> INSTRUCTIONS FOR THE TASK
Examine each line of the data. Copy those that contain the string "they".

---- ENTRIES SHOWN

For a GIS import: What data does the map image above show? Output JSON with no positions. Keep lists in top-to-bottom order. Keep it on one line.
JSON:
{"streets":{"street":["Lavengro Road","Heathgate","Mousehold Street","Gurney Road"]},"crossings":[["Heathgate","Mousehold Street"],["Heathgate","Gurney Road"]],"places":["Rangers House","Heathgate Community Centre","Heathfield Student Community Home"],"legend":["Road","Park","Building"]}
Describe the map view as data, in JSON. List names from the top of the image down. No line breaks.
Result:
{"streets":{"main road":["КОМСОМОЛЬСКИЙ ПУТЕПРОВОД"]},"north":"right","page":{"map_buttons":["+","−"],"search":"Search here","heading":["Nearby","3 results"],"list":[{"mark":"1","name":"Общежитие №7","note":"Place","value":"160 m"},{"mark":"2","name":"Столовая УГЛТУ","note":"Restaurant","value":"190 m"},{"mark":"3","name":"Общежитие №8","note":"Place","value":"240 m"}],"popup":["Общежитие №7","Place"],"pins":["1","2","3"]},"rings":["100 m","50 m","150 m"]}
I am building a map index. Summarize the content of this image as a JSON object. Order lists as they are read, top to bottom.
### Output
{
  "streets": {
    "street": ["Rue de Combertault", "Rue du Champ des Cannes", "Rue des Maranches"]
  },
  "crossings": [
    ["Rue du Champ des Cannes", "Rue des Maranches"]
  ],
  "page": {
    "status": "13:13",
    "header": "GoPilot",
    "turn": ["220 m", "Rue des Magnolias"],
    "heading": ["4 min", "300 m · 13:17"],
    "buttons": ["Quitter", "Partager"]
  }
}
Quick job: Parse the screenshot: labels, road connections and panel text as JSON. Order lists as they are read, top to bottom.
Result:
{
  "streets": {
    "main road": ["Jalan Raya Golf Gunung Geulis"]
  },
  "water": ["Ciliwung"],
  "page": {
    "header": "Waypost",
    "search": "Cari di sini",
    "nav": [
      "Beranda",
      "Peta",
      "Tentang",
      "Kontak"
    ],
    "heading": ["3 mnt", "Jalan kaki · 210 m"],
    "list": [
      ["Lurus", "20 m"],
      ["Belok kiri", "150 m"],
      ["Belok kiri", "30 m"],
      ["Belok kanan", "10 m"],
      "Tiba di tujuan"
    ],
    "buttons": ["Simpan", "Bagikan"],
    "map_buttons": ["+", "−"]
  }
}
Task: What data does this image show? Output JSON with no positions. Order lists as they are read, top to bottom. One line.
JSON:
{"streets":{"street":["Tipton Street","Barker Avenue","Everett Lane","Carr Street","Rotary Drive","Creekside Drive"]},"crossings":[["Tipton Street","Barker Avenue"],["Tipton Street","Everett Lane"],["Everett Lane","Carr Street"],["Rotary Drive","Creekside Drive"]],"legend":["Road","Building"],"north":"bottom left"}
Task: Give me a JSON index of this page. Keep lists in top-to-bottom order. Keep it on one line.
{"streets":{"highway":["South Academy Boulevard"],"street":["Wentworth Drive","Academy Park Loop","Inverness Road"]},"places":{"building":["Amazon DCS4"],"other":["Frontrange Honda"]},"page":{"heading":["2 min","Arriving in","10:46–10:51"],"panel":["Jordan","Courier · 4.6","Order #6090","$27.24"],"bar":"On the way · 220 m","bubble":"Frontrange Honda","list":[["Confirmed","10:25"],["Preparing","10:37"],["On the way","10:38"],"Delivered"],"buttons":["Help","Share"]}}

--------

> EXERCISE ANSWER
I am building a map index. Summarize the content of this image as a JSON object. Order lists as they are read, top to bottom.
Quick job: Parse the screenshot: labels, road connections and panel text as JSON. Order lists as they are read, top to bottom.
Task: What data does this image show? Output JSON with no positions. Order lists as they are read, top to bottom. One line.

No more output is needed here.